Según algunos psicólogos, los sentimientos, especialmente los sentimientos profundos, son algo así como disposiciones que favorecen la actividad si son positivos o la inhiben, si son negativos. Por otra parte, los sentimientos son de dos tipos: profundos y duraderos, o superficiales, variables o intercambiables con otros sentimientos. Otros sostienen que los sentimientos marcan el enlace de las facultades espirituales con el sujeto humano, pero el asunto es más complicado. Los sentimientos son algo así como precedentes de ciertas direcciones del pensamiento, o de ciertos rasgos de la conducta, a las que suelen acompañar. En el supuesto de que aceptemos esta opinión que es algo vaga o amorfa, según la cual se da una cierta alternancia entre los sentimientos, los actos de la inteligencia y de la voluntad, conviene añadir que hay sentimientos más profundos que otros que dependen del estado de salud, de circunstancias corpóreas o de accidentes de la vida. La importancia de los sentimientos reside sobre todo en su relación con la inteligencia y con la voluntad, y no simplemente como precedentes suyos, sino como derivados de las dimensiones activas del ser humano. Sin embargo, en nuestra época las facultades espirituales del hombre, la inteligencia y la voluntad, están desacreditadas. Por este motivo ha aumentado el relativismo, es decir, la opinión que niega la universalidad de la verdad, así como el control de la voluntad. Por eso, en nuestra época se concede un mayor crédito a los sentimientos; se acude a ellos por considerar que son lo que resta después de la duda sobre el alcance de la inteligencia y de la voluntad.

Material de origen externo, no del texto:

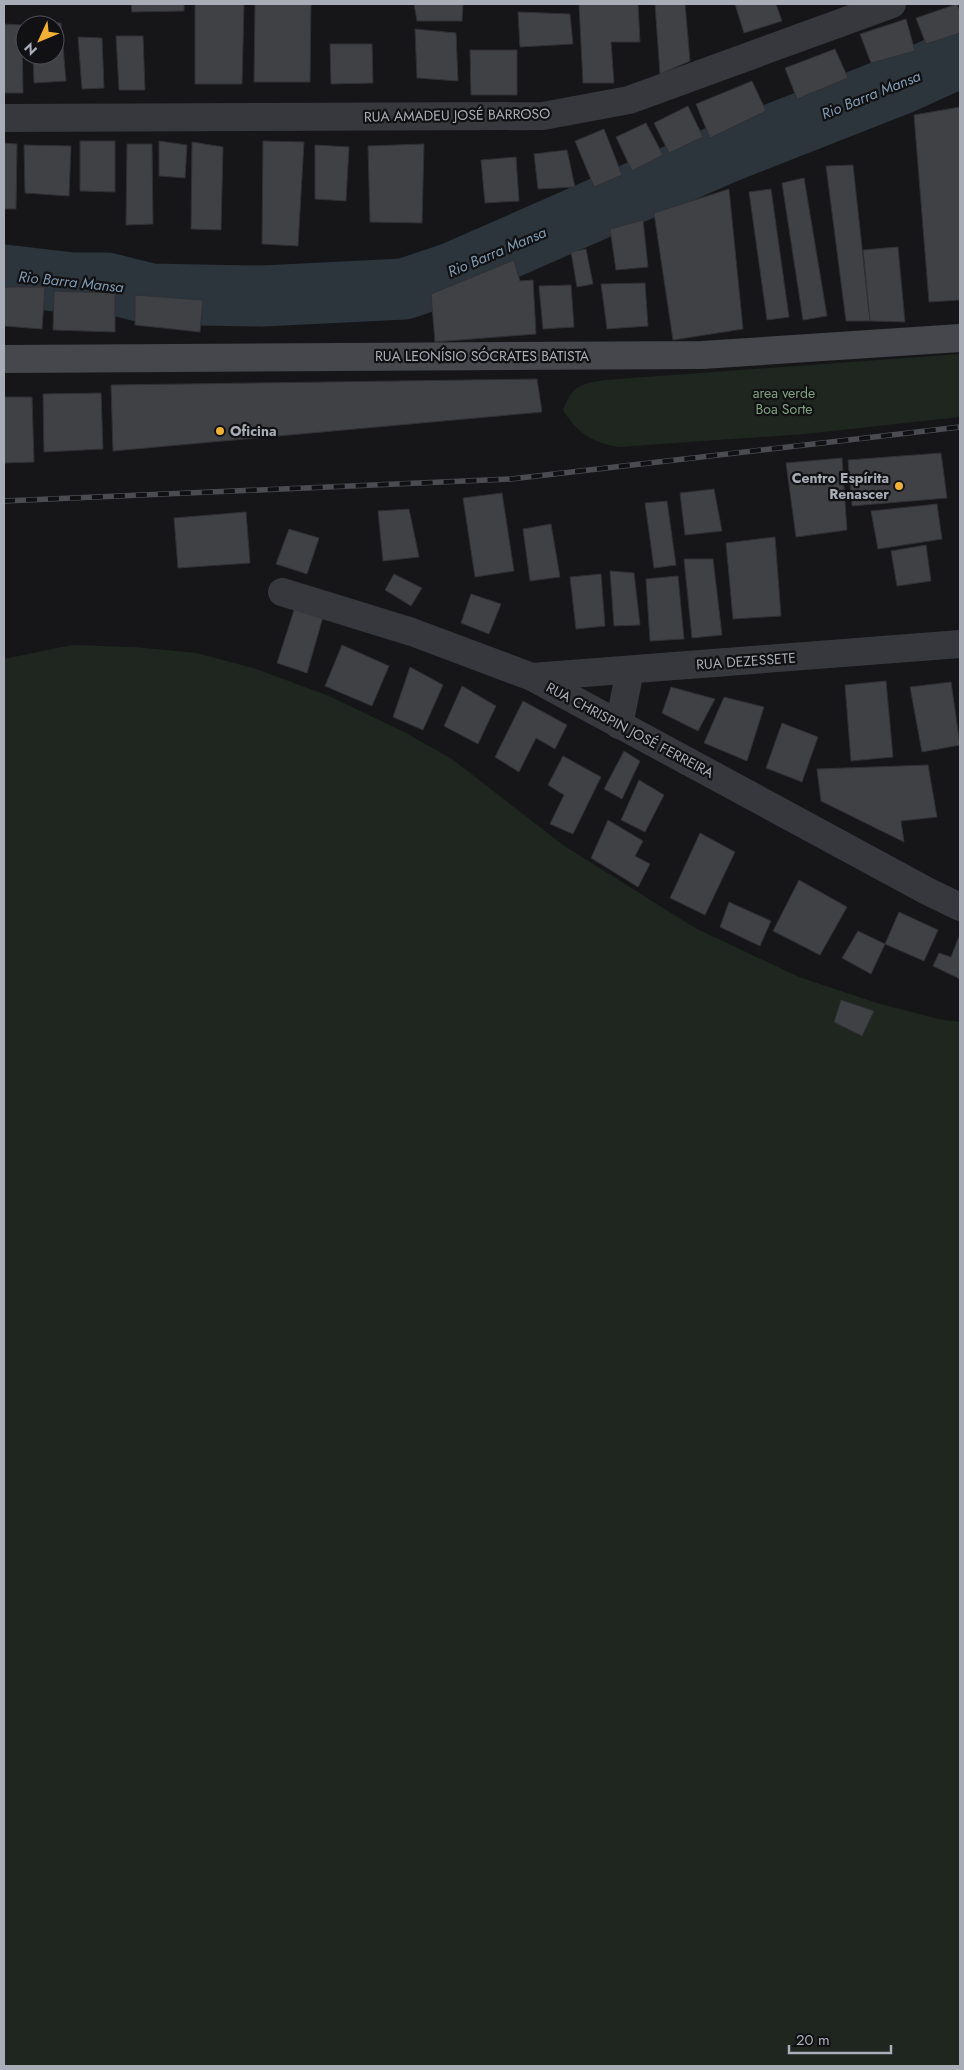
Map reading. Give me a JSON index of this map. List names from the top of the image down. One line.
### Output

Esta situación, la diferencia entre los sentimientos profundos y los superficiales tiende a difuminarse. Al dudar de la capacidad intelectual del hombre y al rechazar la dirección de la voluntad hacia los bienes más altos, se duda también de que existan realidades superiores al hombre, y se incurre en el agnosticismo religioso. Este angustioso descrédito del sentido de la vida, induce a tomar como criterio de actuación a las vivencias más inmediatas, que son las sentimentales.

Trayectoria del auge de los sentimientos

Es obligado referirse a una doctrina aparecida en Inglaterra, sobre todo en Escocia, a lo largo el siglo XVIII, y que duró hasta la primera parte del siglo XIX, llamada moral sentimental. Aludimos a esta doctrina porque los pensadores escoceses notaron que los sentimientos no se pueden sustituir, y por otro lado se dan cuenta de que los sentimientos aunque fueran profundos tienden hacia abajo. Son dominantes en el sentido de que dirigen al hombre según una dinámica que no es positiva. El sentimiento que estos autores sacan a relucir porque entienden que tiene relevancia moral es la filantropía. La filantropía es el sentimiento que inclina a considerar a los demás, a tratarlos con benevolencia, a ser amables con ellos; como todo esto es positivo, parece que la filantropía conduce al hombre rectamente. Sin embargo, entre los autores escoceses se aprecia una valoración pesimista de este sentimiento. Después de sostener la importancia de la filantropía, cayeron en la cuenta de que no es posible fiarse de ella, porque en las relaciones humanas la filantropía no se mantiene, sino que abre paso enseguida a sentimientos negativos que la desdibujan y se dirigen hacia abajo como decía antes.

Entre los moralistas sentimentales escoceses se cuentan David Hume, pensador muy conocido e influyente, y Adam Smith, que es también muy importante por su contribución a la ciencia económica. Ellos sostienen que la filantropía tiende a ser sustituida por otro sentimiento, al que llaman vanidad. El filósofo benevolente tiene sentido de la propia vanidad, y como es respetado por los demás incurre en vanagloria. La filantropía deriva en vanidad y ésta en otro sentimiento todavía más negativo que es la envidia. El vanidoso acaba siendo envidioso.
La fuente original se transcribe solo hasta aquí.